# Crank bait help



## RANGER16 (Jan 17, 2007)

Needing some help with my crank bait strike catch ratio. I have lost alot of fish (and money) on shallow cranks in the past two weeks. I am using a 7' medium action rod,10lb line, mustad triple grip hooks on my cranks. When I get a strike I sweep the rod,have the fish on for a couple cranks and then it's gone. Have tried different colors, hook sizes. I just don't get it! Any help would be appreciated.


----------



## JohnPD (Jun 12, 2012)

You said 10lb line, what kind of line are you using? Any leader etc.? Other than the possibility of line stretch maybe contributing to a proper hook set, I would say the other thing that could cause a bad hook set with a crank bait is the rod tip, is the tip a fast action too? You might need to get a slower action rod tip, or a heavier action rod than medium, like medium heavy. I like a medium heavy rod with a fast action tip for crank baits. If you have a medium rod with a fast tip it might not be beefy enough for a good hook set, or your line could be stretching, or it is possible to just be setting the hook wrong. Hard to say. what the problem is.


----------



## Bassbme (Mar 11, 2012)

I'd have to second the thought of the rod being under powered. I used to use the same set up that you described, and had the same problem. This past spring I bought a 7' medium heavy crankbait rod, and have only lost two fish all year. I use it a lot and have caught a lot of fish with it. Also, as the previous poster mentioned, the action of the rod makes a huge difference with crankbaits. The action may be too fast. I've watched underwater video of LM bass hitting crankbaits, and they not only grab the bait through body movement, they also suck the bait in at the same time. They approach the lure, mouth closed and at the last second, they open their mouths and flair their gills just as if they were sucking in a stationary soft plastic bait. A rod with a faster action will actually pull the bait away from the fishes mouth. The rod I bought is specifically designed for crankbaits. It has a medium fast action. The slower action doesn't pull the bait away as quickly as a fast action rod would. 
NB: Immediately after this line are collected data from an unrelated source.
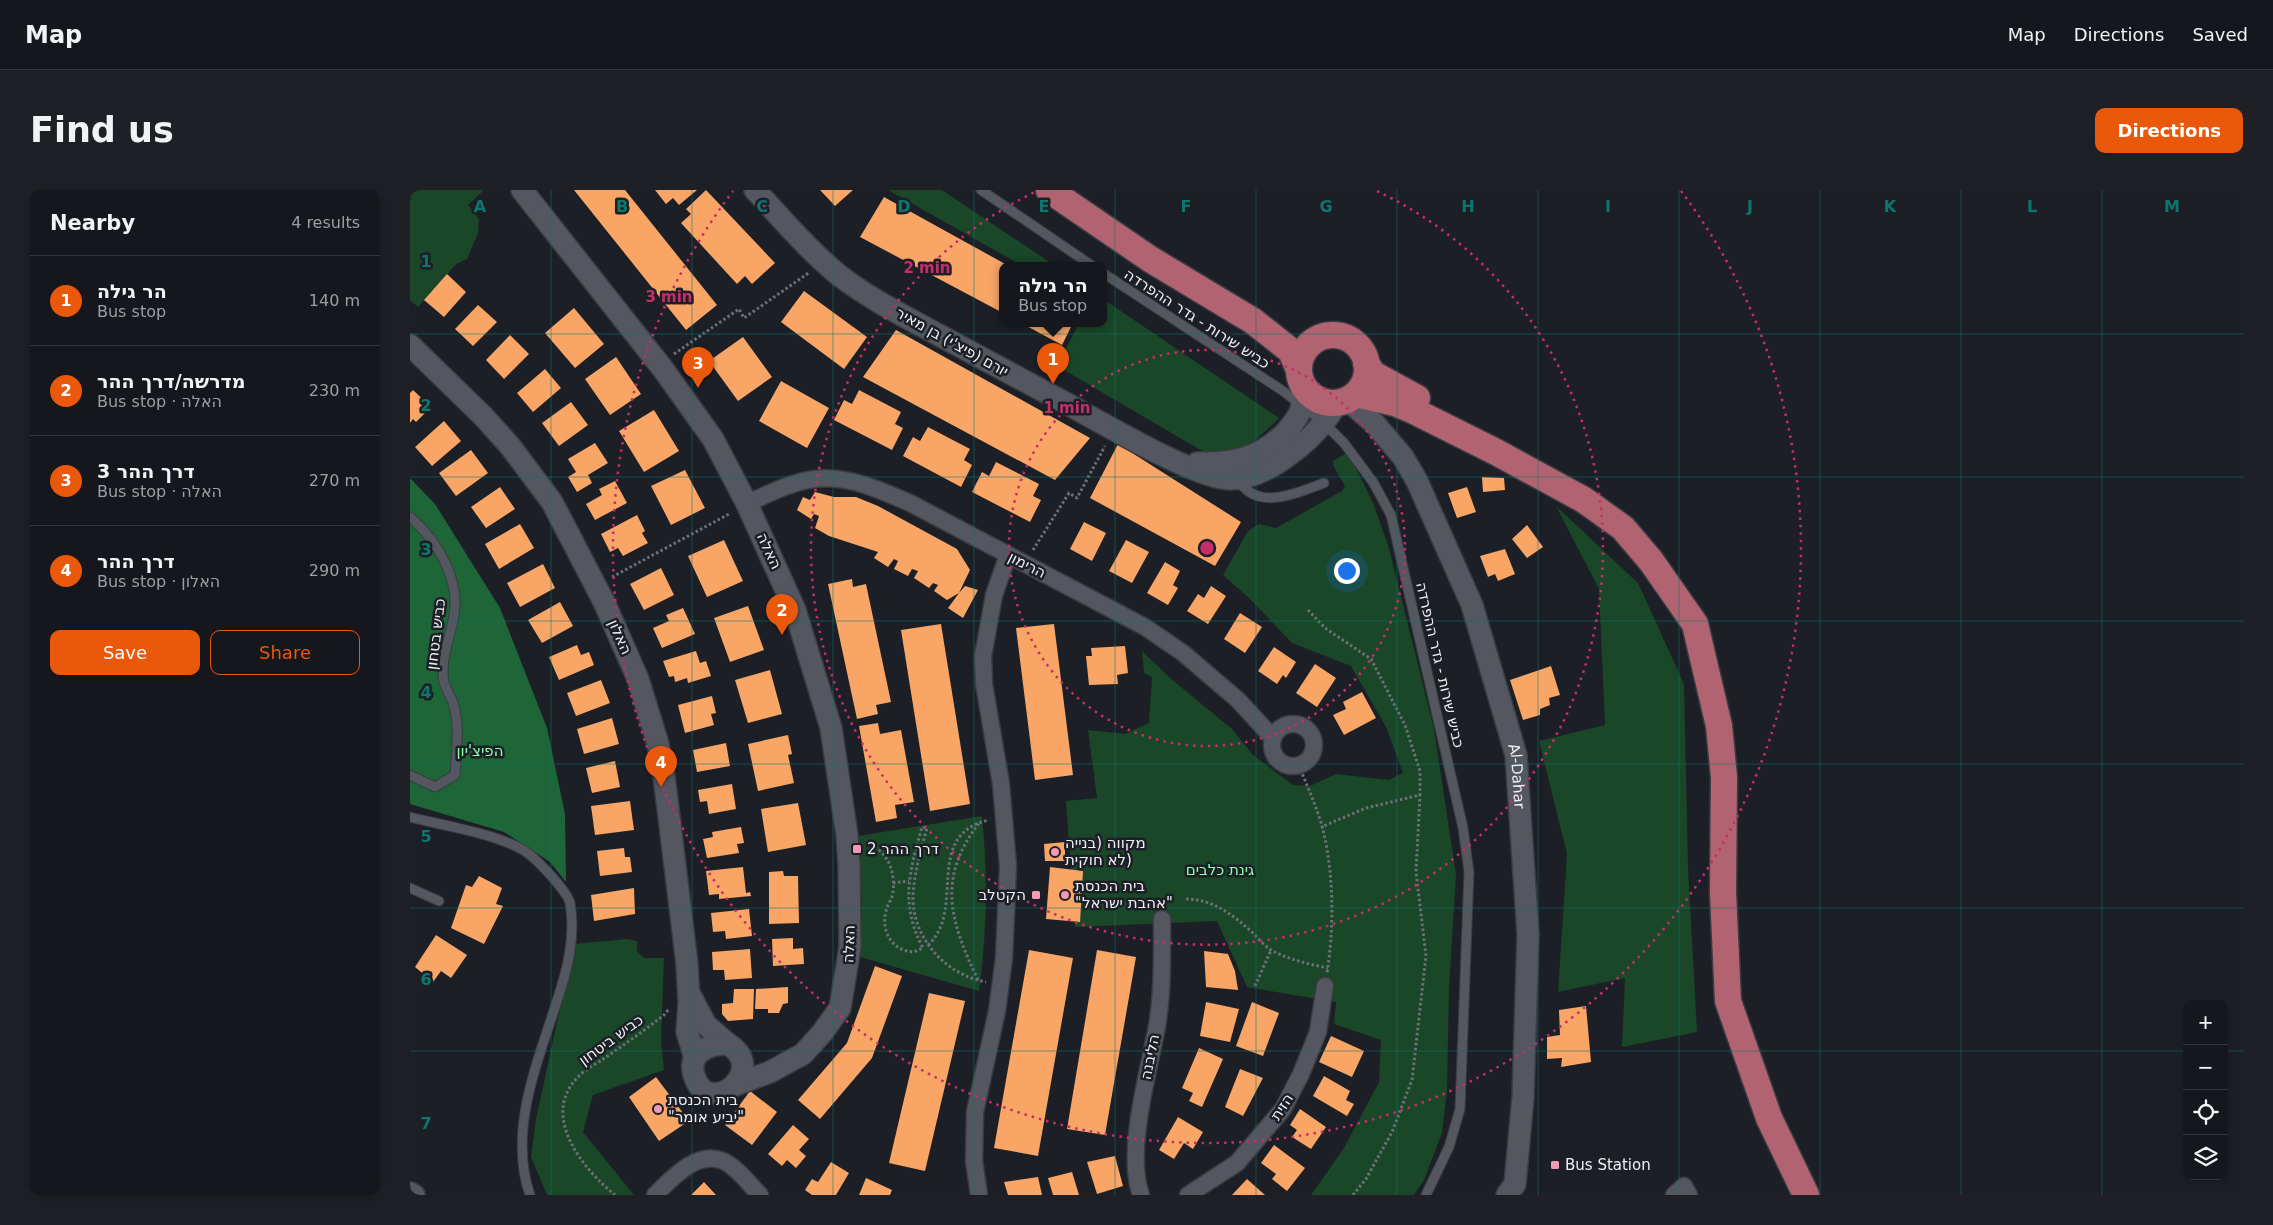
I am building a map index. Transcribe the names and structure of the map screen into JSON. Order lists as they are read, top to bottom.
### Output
{
  "streets": {
    "street": [
      "יורם (פיצ'י) בן מאיר",
      "האלה",
      "הרימון",
      "האלון",
      "Al-Dahar",
      "הליבנה",
      "הזית"
    ],
    "lane": ["כביש שירות - גדר ההפרדה", "כביש בטחון"],
    "path": ["כביש ביטחון"]
  },
  "crossings": [
    ["כביש שירות - גדר ההפרדה", "יורם (פיצ'י) בן מאיר"],
    ["כביש שירות - גדר ההפרדה", "Al-Dahar"],
    ["יורם (פיצ'י) בן מאיר", "Al-Dahar"],
    ["האלה", "הרימון"],
    ["האלה", "האלון"],
    ["האלון", "כביש ביטחון"]
  ],
  "parks": ["הפיצ'יון", "גינת כלבים"],
  "places": {
    "transit": ["דרך ההר 2", "הקטלב", "Bus Station"],
    "other": ["מקווה (בנייה לא חוקית)", "בית הכנסת \"אהבת ישראל\"", "בית הכנסת \"יביע אומר\""]
  },
  "page": {
    "header": "Map",
    "nav": ["Map", "Directions", "Saved"],
    "buttons": [
      "Directions",
      ["Save", "Share"]
    ],
    "title": "Find us",
    "heading": ["Nearby", "4 results"],
    "list": [
      {
        "mark": "1",
        "name": "הר גילה",
        "note": "Bus stop",
        "value": "140 m"
      },
      {
        "mark": "2",
        "name": "מדרשה/דרך ההר",
        "note": "Bus stop · האלה",
        "value": "230 m"
      },
      {
        "mark": "3",
        "name": "דרך ההר 3",
        "note": "Bus stop · האלה",
        "value": "270 m"
      },
      {
        "mark": "4",
        "name": "דרך ההר",
        "note": "Bus stop · האלון",
        "value": "290 m"
      }
    ],
    "popup": ["הר גילה", "Bus stop"],
    "pins": [
      "1",
      "3",
      "2",
      "4"
    ],
    "map_buttons": ["+", "−"]
  },
  "grid": {
    "columns": [
      "A",
      "B",
      "C",
      "D",
      "E",
      "F",
      "G",
      "H",
      "I",
      "J",
      "K",
      "L",
      "M"
    ],
    "rows": [
      "1",
      "2",
      "3",
      "4",
      "5",
      "6",
      "7"
    ]
  },
  "rings": ["2 min", "3 min", "1 min"]
}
One thing I immediately noticed when I switched to the slower action rod, is that I am hooking 90% of the fish with the front hook. When I was using the medium powered rod with a fast action, I was hooking them with the back hook. Even though I went to a more powerful rod, the rods slower action is letting the fish get the lure into their mouth better. I went to the higher powered rod because I felt I needed the extra power because of the length of casts. The two changes, rod action and rod power have made a huge difference in my landing percentage. I use fluorocarbon line for all my crankbaits except for suspending lures. Fluorocarbon has less stretch than mono. I've also stepped up from 10 lb. line to 12 lb. line because I can get almost the same depth because fluorocarbon line sinks. 

You mentioned the KVD triple grips. Those are great hooks but I only use those on rattle trap style baits or any shallow runners or square bills that I am throwing into cover. I use the short shank 2x strong ones. I like the 2x strong on the fast moving rattle baits because the hook won't flex as much as a lighter wire hook will. I really think hook flex plays a big roll in landing ratio on a fast moving lure like that. And I like the 2x strong wire on heavy cover crankbaits for obvious reasons. Other than in those two instances, I use Owner ST 36 treble hooks as replacement hooks on all of my other crankbaits. I know there are other good trebles out there, but IMO there are none better than the Owners.


----------



## Mr. A (Apr 23, 2012)

Ranger, I had an old friend teach me more about setting a hook in 5 minutes then I'd learned in years with a simple experiment.

Set you rod up with a single hook. Have a friend walk the hook and line out the distance of a normal cast and pinch the hook. You set the hook as you normally would. Then repeat while you hold the hook. (I put the hook through a piece of cardboard)

You'd be surprised how "hard" you have to pull to set the hook well. After I did it I was surprised I ever set the hook at all.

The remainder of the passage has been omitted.